Big Data and Risk Management: Cracking the Code

Monday, July 02, 2012 , By Amir Halfon

printPrint   |  Order  |  Email this Story  | 

In the financial services industry, risk management and Big Data -- the popular buzzword for enormous sets of structured and unstructured data that institutions are facing as their enterprises go digital -- go hand-in-hand. One simply cannot separate the two and must address the opportunities and challenges of each in tandem.

Fueled by the financial crisis of 2008 and ongoing uncertainty in Europe, regulatory bodies and, by extension, the industry are focused like never before on identifying, measuring, and managing risk exposure across asset classes, lines of business, and enterprises. Managing large amounts of data (including positions, reference, market data, etc.) is a critical component in the accurate assessment of risk, and is one of the reasons Big Data management has recently ascended to top-of-mind status among C-level executives and regulators. While prudent financial services organizations recognize this strategic shift, many are left wondering how to leverage the value of growing amounts of data.

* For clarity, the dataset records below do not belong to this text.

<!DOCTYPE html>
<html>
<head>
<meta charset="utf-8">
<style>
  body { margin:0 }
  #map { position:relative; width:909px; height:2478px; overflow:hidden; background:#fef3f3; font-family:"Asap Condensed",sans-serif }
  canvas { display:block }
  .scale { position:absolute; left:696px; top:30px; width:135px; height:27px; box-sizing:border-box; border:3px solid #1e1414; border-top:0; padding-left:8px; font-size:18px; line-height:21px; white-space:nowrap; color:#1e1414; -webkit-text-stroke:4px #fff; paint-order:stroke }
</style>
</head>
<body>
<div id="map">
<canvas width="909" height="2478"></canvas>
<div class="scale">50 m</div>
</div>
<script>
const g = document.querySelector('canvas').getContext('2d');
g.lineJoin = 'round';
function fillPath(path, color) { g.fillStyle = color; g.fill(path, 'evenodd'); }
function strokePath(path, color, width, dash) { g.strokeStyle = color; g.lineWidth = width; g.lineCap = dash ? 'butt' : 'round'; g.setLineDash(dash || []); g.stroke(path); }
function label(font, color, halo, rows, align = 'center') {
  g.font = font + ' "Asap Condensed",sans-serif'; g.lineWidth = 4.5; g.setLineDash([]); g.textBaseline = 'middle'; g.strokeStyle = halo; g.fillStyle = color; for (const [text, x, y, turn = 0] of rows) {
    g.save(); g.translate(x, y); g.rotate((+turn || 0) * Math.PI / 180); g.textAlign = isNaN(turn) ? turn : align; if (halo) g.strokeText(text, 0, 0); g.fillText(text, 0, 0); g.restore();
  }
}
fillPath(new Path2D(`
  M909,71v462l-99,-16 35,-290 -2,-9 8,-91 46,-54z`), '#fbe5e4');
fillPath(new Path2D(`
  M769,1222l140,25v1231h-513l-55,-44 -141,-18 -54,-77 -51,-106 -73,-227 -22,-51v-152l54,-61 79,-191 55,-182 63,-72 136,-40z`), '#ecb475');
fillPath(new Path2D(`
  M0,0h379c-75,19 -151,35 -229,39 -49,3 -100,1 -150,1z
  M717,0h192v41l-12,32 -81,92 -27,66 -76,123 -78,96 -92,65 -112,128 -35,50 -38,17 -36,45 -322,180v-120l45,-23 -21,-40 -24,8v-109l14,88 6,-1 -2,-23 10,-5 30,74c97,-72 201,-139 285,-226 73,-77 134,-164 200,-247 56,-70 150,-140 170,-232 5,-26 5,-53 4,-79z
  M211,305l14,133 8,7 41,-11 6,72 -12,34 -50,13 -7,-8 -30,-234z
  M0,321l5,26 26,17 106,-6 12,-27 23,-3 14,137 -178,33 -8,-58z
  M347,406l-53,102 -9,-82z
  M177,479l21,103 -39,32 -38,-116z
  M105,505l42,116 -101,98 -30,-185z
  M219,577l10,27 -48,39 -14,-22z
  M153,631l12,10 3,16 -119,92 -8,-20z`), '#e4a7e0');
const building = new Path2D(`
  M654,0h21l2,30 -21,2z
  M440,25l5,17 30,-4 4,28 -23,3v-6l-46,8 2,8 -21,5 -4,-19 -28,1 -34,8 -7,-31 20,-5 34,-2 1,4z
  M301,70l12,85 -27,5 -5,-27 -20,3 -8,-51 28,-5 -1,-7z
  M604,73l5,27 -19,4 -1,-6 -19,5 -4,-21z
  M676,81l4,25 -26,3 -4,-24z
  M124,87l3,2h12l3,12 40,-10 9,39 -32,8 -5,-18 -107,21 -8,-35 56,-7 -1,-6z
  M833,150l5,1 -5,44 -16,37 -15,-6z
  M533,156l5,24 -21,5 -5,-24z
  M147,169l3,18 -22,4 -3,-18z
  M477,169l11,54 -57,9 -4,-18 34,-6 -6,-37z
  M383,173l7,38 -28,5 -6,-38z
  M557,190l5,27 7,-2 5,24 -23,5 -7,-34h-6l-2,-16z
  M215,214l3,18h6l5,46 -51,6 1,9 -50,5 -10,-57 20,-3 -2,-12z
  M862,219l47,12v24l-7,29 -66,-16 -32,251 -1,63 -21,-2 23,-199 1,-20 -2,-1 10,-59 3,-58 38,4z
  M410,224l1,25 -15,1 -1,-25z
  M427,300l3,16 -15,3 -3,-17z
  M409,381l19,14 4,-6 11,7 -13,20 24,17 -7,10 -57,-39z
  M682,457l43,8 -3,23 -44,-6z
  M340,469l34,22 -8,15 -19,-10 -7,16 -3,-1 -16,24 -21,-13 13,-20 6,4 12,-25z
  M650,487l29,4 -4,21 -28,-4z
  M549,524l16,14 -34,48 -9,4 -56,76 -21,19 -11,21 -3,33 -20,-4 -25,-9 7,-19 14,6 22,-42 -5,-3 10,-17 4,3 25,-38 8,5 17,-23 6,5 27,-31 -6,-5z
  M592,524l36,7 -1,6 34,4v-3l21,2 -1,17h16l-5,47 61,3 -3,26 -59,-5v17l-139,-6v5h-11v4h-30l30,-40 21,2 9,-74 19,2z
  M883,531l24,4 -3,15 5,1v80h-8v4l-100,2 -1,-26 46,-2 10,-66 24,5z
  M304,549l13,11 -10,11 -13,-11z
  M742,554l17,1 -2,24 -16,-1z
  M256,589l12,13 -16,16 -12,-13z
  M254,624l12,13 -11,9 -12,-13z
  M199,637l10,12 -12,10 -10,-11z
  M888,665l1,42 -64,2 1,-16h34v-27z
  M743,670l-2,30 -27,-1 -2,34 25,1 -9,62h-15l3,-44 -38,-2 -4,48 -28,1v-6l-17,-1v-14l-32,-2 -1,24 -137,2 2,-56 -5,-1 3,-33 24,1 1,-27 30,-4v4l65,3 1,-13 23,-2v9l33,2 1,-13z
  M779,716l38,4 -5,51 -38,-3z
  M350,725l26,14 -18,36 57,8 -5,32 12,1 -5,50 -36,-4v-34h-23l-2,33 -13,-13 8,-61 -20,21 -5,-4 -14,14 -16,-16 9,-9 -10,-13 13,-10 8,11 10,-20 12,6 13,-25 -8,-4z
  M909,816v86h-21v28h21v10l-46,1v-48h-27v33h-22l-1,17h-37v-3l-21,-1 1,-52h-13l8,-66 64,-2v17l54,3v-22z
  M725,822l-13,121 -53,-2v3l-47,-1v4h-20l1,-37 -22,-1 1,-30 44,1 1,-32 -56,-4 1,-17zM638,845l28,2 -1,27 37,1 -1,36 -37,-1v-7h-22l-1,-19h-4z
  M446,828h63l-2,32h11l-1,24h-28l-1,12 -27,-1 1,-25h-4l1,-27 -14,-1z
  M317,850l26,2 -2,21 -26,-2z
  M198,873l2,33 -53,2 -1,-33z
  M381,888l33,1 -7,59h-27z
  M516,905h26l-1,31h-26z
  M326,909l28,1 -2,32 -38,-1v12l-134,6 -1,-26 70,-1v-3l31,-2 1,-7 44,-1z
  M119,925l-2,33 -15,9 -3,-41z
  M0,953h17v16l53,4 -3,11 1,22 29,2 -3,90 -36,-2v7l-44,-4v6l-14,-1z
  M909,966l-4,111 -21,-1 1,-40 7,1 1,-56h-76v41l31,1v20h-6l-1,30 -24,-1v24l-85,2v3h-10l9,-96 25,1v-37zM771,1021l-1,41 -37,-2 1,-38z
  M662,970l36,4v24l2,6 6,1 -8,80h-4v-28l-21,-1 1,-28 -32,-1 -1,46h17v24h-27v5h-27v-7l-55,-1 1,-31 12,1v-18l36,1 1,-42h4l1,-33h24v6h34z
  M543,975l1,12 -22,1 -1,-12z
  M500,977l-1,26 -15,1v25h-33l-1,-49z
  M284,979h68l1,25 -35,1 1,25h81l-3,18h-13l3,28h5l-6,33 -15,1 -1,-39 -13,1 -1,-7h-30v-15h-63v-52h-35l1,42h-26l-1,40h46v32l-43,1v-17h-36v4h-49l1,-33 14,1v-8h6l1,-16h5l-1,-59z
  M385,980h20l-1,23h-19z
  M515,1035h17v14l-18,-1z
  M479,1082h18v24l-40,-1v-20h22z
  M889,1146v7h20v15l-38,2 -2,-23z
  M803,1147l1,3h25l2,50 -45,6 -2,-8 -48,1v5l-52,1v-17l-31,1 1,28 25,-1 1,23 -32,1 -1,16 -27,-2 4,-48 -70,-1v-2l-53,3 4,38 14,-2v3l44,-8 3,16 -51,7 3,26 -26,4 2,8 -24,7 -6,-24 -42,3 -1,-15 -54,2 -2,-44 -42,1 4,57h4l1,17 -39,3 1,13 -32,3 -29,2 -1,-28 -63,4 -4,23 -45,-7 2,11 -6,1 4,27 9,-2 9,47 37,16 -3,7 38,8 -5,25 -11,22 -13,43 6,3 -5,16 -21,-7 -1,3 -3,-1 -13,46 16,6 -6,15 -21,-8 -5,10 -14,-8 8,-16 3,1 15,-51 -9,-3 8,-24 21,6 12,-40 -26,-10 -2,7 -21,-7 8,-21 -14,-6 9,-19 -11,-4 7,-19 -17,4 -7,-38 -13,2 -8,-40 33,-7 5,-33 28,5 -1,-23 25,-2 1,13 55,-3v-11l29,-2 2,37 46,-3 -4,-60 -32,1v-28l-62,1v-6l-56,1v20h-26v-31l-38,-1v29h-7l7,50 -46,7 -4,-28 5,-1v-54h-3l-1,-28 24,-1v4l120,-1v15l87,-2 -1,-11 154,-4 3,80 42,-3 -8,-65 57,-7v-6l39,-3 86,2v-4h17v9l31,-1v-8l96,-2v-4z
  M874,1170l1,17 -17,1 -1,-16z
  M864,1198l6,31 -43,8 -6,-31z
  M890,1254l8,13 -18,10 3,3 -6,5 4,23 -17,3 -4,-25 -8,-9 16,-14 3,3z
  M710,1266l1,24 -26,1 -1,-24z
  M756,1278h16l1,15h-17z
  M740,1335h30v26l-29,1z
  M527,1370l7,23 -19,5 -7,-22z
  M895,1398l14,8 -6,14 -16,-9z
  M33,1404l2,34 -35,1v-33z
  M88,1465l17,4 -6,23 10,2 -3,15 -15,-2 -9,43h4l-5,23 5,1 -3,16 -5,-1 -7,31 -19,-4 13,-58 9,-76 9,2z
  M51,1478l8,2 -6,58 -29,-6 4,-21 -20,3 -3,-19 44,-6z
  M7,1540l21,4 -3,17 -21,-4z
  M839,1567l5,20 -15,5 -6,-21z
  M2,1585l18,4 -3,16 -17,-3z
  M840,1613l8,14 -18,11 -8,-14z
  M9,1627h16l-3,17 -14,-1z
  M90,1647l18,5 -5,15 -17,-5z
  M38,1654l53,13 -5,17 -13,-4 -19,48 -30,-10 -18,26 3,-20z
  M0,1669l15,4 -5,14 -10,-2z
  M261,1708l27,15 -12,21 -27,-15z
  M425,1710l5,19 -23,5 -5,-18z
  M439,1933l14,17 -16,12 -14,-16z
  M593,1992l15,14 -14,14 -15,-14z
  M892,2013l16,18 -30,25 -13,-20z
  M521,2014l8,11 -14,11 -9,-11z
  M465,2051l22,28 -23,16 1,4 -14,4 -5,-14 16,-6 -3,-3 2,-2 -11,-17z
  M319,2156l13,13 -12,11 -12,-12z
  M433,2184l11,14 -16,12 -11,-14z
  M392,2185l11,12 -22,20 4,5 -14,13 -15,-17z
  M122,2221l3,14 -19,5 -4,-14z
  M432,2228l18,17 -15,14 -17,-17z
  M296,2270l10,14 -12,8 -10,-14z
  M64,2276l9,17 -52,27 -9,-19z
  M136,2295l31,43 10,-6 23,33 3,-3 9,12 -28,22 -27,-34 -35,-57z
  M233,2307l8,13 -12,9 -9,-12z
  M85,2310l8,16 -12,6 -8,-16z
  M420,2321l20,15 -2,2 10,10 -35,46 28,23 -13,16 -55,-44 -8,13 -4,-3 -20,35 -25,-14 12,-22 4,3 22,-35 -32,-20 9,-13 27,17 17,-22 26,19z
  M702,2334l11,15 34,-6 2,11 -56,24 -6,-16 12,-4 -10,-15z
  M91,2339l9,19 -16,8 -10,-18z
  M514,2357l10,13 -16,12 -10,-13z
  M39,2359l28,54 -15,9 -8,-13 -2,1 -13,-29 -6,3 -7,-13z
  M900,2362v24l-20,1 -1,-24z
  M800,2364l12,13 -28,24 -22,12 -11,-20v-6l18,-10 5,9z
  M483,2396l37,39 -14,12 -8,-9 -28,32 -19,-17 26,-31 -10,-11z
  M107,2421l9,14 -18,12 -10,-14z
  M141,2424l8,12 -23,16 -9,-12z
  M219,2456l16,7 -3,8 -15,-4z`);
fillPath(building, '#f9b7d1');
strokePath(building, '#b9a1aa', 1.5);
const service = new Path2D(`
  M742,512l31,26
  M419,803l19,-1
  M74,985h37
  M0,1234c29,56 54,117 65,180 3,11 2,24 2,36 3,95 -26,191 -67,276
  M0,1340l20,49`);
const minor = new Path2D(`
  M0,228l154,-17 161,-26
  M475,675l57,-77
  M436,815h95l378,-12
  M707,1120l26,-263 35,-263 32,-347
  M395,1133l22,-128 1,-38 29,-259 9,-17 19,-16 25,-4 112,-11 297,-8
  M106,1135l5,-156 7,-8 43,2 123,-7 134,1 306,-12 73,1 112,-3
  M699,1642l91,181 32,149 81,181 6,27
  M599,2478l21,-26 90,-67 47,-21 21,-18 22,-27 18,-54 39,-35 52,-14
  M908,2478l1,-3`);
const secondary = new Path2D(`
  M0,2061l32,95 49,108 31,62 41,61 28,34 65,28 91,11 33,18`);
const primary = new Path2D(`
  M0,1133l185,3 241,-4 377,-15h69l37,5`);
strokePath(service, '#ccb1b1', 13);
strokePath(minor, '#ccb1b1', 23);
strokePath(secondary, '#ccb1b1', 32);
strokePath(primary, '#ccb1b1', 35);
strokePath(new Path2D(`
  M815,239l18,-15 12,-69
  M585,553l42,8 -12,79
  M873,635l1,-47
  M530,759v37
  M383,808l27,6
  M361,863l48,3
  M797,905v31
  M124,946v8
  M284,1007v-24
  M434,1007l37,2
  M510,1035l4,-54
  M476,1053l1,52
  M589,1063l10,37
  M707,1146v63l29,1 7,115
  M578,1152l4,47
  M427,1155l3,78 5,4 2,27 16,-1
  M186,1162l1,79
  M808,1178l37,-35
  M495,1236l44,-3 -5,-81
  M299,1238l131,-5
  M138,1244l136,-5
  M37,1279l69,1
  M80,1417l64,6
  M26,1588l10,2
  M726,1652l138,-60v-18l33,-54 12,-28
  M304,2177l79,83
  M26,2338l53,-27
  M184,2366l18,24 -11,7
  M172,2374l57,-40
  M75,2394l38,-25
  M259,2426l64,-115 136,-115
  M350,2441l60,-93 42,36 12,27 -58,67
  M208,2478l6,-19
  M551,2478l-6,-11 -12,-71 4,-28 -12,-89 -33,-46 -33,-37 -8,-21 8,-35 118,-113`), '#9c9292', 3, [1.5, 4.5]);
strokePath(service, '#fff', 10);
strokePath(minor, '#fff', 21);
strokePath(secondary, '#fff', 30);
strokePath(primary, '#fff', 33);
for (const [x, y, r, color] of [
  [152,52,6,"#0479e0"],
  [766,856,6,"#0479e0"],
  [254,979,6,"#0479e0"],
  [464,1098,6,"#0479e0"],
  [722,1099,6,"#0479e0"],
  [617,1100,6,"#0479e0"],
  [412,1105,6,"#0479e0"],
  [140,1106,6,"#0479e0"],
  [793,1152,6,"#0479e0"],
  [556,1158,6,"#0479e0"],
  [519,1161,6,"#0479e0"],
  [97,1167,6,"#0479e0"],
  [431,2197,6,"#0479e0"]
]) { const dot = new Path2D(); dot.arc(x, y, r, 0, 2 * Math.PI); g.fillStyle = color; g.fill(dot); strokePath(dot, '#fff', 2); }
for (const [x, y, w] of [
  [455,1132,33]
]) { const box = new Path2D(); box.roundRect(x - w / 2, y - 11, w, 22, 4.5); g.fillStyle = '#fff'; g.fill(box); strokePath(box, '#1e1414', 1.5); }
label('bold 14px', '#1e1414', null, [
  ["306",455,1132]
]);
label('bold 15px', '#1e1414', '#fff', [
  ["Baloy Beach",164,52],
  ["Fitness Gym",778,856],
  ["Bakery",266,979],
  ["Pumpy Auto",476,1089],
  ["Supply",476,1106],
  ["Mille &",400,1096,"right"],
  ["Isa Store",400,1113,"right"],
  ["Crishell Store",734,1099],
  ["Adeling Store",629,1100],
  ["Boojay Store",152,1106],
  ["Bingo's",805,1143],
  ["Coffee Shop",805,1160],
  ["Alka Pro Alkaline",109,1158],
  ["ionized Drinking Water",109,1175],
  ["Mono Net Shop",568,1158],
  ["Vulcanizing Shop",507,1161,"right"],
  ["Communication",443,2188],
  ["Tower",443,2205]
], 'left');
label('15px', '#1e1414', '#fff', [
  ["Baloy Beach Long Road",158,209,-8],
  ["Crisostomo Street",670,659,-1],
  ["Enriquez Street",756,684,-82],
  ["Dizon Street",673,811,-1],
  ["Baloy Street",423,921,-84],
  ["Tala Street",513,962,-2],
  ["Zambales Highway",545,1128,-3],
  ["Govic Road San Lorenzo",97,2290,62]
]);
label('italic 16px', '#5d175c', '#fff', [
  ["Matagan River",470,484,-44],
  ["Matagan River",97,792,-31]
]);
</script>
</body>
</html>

To date, most Big Data discussions have focused on web-based companies such as Google and Facebook and the large amounts of unstructured data they generate. There's been a lot of attention to harnessing that data for commercial goals, and certainly the banking industry is examining these possibilities. One could argue, however, that the more urgent task is that of harnessing the value of data generated and collected and applying insights to address critical business concerns such as risk management.

This article will focus on how Big Data is transforming the industry, the different components that comprise Big Data, and various technology strategies financial organizations can utilize to manage this transformation efficiently and with a focus on innovation.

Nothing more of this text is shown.